The Birth of the Orchestra: History of an Institution, 1650-1815

The Birth of the Orchestra: History of an Institution, 1650-1815

The Birth of the Orchestra: History of an Institution, 1650-1815


This is the story of the orchestra: from 16th-century string bands to the 'classical' orchestra of Haydn, Mozart, and Beethoven. Spitzer and Zaslaw document orchestral organisation, instrument-ation, social roles, repertories, and performance practices in Europe and the American colonies, concluding around 1800 with the widespread awareness of the orchestra as a central institution in European life.


Two heads may be better than one, but they are certainly no faster. We outlined this book together fifteen years ago, and we've been chipping away at it ever since. Neal Zaslaw wrote the first drafts of Chapters 3 and 6; the remaining chapters were drafted by John Spitzer. The two of us edited, rewrote, and reedited the entire book together. Our two heads bear collective responsibility for any insights and all errors that readers may find.

As we finished the book we realized, not entirely to our surprise, that we had written a narrative history—not a chronological account by any means, but a narrative in the sense that we tell a story that has a beginning, a middle, and an end. Once upon a time there were no orchestras. In the second half of the seventeenth century, at the courts of kings, princes, and cardinals, instrumentalists began to organize into ensembles that combined strings, winds, and continuo instruments and that put several players on each of the string parts. Over the course of the eighteenth century these ensembles developed distinctive repertories, distinctive performance practices, distinct personnel, and their own administrative structures, until by the 1790s and early 1800s the orchestra had become recognizable as the institution that, with changes, still exists in concert halls and opera houses in many parts of the world.

Narrative histories seem to have gone somewhat out of fashion these days. “Grand narratives,” says Lyotard, “have lost their credibility”—by which he seems to mean that people since the middle of the twentieth century have become increasingly skeptical of Christian, Marxist, and/or scientific accounts of history as the story of human progress.
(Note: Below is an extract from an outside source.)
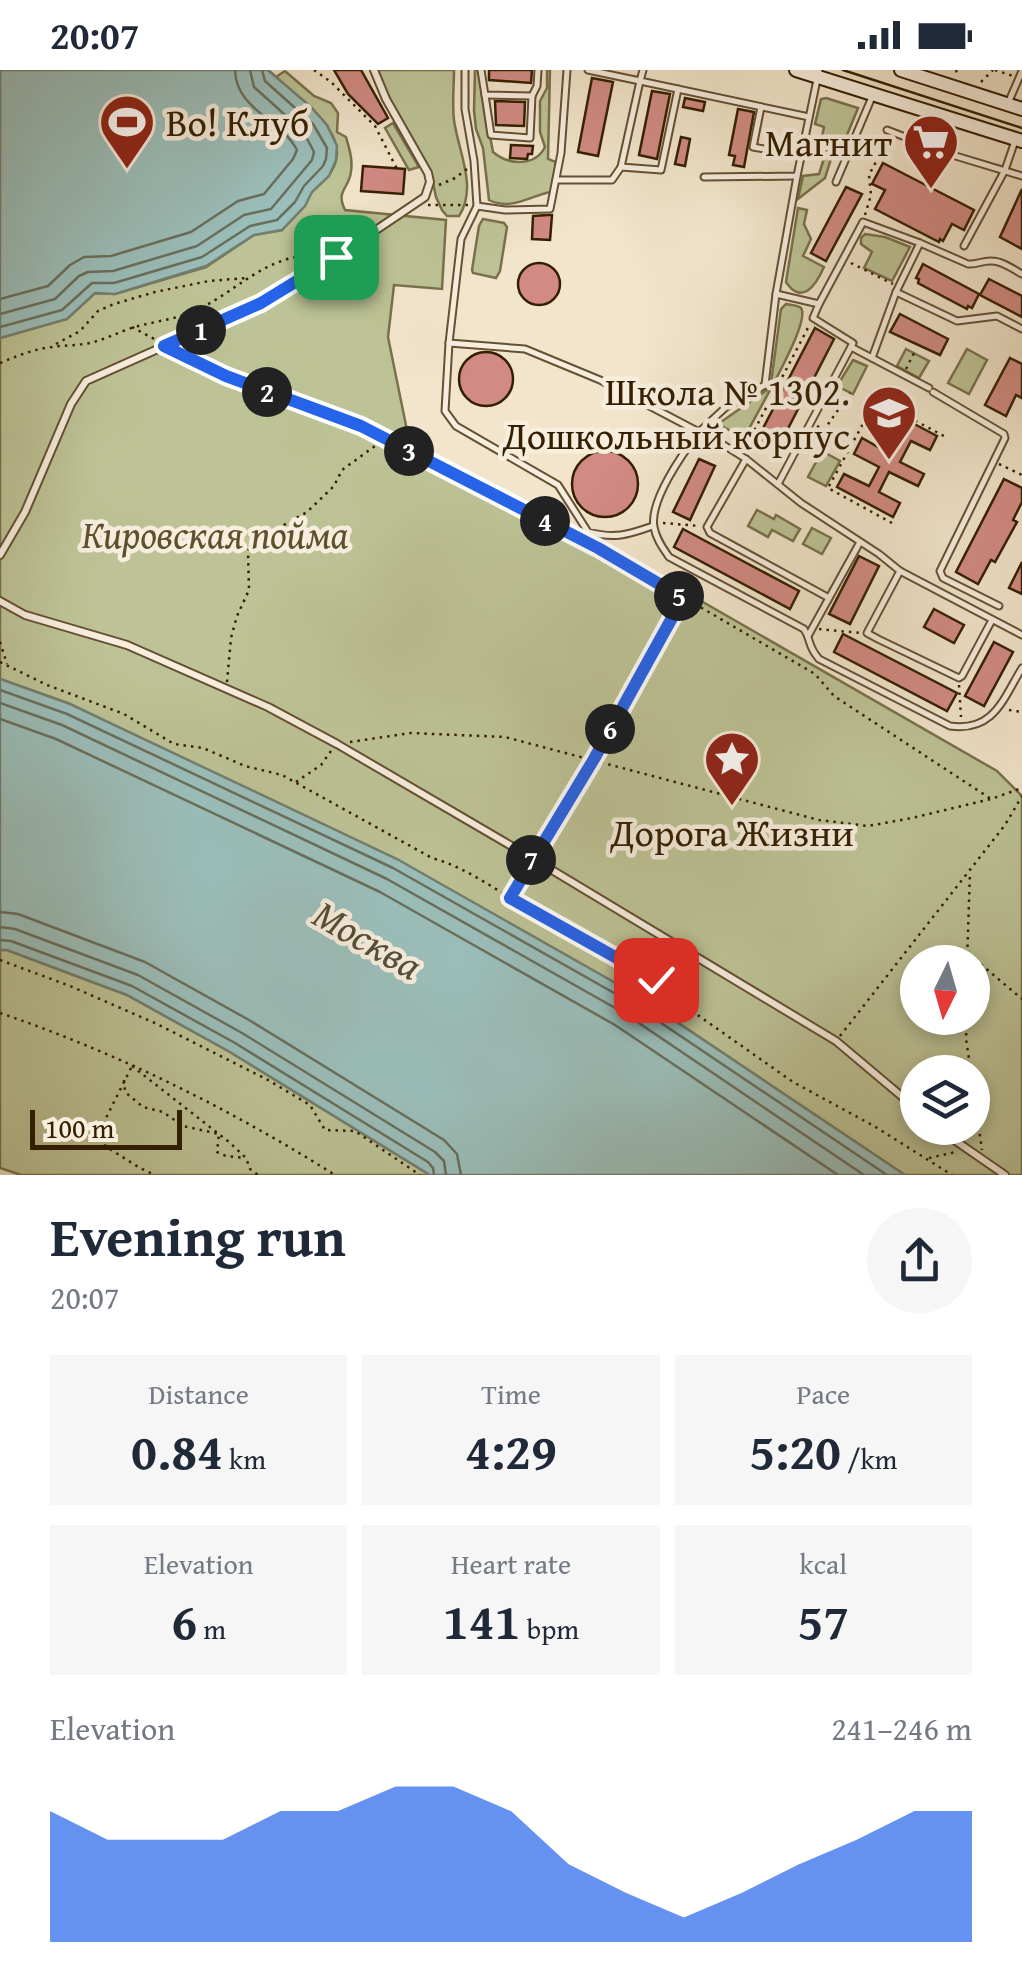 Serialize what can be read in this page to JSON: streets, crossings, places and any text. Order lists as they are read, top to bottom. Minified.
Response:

Postmodern literary critics and historians have extended Lyotard's dictum to encompass all narratives great or small, proclaiming somewhat gleefully that narrative in general is dead.

We reject this notion. To say that historical narratives are impossible is to say that we can no longer tell a story about what happened in the past, or that we must tell as many stories as there are readers. And this means in turn that the past no longer has any meaning for the present, or that it has an infinite number of meanings, which amounts to the same thing.

We propose to tell a single, if multilayered, story of the orchestra—who created orchestras, what the details of this process were, and when, where, and why orchestras came into being. Our story by itself is at most a middle-sized narrative, but it is linked to a grander narrative: the creation of modern institutions. Armies, navies, banks, bureaucracies, factories, corporations, secondary schools, scientific societies, and more all came into being during the seventeenth and eighteenth centuries, in . . .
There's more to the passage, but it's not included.